|
|
|
|
|
by mwcampbell
6 days ago
|
|
I invested about $4,000 in an NVIDIA DGX Spark several months ago. 128 GB of unified RAM, and the NVIDIA GB10 chip. With the RAM, the several CPU cores, and the 4 TB NVMe SSD, it's a very capable ARM64 Linux computer even without the GPU, and so far I've mostly been using it as such. But I wonder, what's the most capable model, specifically for coding, that can run well on that hardware? |
|
The Qwen3.6-35B-A3B planner hums along at 50-55 tokens/s, and the Qwen3-Coder-30B-A3B-Instruct coder does 30-35. With both agents up and ready to work, RAM consumption sits at about 112 of 128GB.

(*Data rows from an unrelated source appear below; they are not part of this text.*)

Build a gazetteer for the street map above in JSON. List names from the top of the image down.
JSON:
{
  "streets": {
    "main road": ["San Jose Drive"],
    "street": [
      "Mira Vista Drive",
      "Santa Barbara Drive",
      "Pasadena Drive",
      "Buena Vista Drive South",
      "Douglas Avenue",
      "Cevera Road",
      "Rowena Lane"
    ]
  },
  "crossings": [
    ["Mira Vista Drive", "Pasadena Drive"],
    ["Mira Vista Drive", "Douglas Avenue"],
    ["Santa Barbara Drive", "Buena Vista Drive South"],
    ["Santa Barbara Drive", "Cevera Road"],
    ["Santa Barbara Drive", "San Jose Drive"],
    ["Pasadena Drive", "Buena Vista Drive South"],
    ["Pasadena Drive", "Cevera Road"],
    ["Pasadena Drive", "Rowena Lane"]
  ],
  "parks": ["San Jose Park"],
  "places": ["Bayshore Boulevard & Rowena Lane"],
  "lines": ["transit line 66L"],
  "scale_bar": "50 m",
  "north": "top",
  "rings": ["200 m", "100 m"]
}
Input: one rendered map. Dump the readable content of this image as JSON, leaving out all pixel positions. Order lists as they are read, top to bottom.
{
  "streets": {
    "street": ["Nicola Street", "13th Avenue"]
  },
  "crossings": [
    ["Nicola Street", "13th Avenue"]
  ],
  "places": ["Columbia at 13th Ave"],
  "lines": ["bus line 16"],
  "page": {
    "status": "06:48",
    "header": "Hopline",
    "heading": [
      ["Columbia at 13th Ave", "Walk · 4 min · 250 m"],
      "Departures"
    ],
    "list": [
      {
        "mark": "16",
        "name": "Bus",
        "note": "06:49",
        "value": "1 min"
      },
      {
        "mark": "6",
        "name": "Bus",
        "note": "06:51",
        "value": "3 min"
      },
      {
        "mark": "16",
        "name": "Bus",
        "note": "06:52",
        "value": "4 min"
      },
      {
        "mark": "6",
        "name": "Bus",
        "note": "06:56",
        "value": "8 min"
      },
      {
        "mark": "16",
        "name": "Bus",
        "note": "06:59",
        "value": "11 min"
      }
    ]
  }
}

It's pretty okay. I'm faffing around with having it disassemble old MS-DOS games from the 1980s, which is a task that lends itself well to the setup. It's not the fastest thing in the world, but with the planner's context window at 256k tokens and the coding agent at 128k, they chew through pretty long task lists handing things back and forth without complaint. The only real issue is that even with really tightly scoped prompts, the coding agent tends to hallucinate like it's on LSD. But the planning agent appears to be quite good at spotting the hallucinations and re-parceling work back to the coder.
It's neat. I'm going to be sad when I have to return the review unit in a couple of months.
edit - I also have been fiddling with Deepseek v4 Flash via Antirez's setup (https://github.com/antirez/ds4), and it's pretty fantastic (and fantastically easy to get running). It's pretty pokey on the Spark, though, at 14-ish tokens/sec. And unless you have a second Spark, it's going to be the only model you run at one time, as it eats alllll the rams.